(Saved entries)
----

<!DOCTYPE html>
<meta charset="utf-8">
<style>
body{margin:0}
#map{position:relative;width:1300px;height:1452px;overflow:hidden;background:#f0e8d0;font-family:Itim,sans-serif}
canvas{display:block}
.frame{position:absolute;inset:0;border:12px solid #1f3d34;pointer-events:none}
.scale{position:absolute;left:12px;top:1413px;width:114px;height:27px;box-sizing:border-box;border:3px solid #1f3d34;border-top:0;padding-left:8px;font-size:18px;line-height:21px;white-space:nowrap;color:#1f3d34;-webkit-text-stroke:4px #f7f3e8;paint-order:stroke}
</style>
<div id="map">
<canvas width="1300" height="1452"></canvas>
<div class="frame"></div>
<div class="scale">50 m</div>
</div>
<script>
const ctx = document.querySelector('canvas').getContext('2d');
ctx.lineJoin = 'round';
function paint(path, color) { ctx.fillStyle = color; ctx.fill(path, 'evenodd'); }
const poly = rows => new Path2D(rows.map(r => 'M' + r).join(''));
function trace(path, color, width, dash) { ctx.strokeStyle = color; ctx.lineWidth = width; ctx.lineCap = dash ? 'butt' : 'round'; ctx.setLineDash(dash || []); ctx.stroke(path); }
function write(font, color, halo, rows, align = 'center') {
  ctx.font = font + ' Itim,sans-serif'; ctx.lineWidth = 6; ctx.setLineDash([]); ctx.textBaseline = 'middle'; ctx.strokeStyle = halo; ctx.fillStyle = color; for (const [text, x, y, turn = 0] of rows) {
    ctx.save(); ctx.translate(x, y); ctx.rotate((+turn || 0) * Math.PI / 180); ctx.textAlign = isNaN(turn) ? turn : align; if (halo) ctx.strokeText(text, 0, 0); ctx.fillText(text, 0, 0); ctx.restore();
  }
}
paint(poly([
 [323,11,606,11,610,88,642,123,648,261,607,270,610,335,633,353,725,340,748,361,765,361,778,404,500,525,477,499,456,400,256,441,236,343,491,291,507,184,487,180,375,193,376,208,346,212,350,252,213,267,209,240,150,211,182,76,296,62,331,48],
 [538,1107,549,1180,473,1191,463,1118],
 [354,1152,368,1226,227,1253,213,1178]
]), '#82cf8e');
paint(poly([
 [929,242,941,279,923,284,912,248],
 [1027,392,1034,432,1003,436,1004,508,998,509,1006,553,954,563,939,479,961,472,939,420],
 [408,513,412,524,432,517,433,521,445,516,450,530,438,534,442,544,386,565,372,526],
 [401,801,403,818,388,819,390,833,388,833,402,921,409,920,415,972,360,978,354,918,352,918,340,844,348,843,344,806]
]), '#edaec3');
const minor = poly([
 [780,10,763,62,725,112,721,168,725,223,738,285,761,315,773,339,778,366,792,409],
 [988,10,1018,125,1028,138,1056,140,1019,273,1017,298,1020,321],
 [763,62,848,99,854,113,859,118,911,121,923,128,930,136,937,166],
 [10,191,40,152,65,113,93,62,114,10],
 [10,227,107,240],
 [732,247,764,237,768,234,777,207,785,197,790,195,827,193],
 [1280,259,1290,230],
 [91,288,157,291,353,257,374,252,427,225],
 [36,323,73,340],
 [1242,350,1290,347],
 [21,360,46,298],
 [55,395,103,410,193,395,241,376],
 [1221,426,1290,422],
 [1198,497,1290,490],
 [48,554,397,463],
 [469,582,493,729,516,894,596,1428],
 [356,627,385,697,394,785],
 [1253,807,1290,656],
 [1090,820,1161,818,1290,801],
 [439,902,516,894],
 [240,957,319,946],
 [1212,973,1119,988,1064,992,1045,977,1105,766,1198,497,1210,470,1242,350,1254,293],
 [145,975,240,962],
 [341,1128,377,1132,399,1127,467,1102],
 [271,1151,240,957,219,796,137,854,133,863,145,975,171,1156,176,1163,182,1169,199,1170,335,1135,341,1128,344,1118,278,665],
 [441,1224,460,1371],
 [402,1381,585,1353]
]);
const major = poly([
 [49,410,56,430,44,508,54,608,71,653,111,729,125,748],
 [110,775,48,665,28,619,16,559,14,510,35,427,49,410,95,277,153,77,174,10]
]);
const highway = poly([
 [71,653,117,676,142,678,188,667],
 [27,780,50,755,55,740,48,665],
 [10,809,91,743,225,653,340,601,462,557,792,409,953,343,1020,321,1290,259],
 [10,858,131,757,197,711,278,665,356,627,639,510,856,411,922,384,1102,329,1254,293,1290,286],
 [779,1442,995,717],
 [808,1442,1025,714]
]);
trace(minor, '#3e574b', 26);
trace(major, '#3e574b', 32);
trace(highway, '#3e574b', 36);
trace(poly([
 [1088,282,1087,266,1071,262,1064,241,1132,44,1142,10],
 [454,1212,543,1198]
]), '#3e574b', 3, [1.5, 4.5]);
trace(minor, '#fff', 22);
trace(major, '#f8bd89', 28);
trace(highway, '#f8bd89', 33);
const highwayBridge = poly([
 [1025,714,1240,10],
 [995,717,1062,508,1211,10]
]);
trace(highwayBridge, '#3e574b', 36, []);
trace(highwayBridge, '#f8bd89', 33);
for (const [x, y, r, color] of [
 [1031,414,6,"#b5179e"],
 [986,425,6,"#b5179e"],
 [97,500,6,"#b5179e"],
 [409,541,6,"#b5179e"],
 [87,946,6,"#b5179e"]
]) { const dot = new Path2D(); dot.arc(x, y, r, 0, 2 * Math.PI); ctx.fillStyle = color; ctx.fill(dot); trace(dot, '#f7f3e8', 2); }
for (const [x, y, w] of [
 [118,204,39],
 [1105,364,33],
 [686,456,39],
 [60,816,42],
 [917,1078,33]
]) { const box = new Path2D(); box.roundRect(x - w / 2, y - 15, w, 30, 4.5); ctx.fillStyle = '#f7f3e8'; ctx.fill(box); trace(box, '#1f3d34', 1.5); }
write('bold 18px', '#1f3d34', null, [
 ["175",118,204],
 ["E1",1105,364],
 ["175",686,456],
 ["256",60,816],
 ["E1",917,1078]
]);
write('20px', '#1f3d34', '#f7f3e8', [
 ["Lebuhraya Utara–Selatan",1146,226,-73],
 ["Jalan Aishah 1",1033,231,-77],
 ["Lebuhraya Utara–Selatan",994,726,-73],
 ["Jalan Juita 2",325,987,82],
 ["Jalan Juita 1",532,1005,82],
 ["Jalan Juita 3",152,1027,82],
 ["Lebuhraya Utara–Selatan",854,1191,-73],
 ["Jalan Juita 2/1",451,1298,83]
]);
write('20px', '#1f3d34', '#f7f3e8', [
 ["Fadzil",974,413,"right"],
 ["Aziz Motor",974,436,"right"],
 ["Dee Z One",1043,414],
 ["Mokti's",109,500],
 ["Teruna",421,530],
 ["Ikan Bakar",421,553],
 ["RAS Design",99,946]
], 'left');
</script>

----

- WORK INSTRUCTIONS
From the records above, pull every line that carries the word "function".

- RESULT OF THIS EXERCISE
function paint(path, color) { ctx.fillStyle = color; ctx.fill(path, 'evenodd'); }
function trace(path, color, width, dash) { ctx.strokeStyle = color; ctx.lineWidth = width; ctx.lineCap = dash ? 'butt' : 'round'; ctx.setLineDash(dash || []); ctx.stroke(path); }
function write(font, color, halo, rows, align = 'center') {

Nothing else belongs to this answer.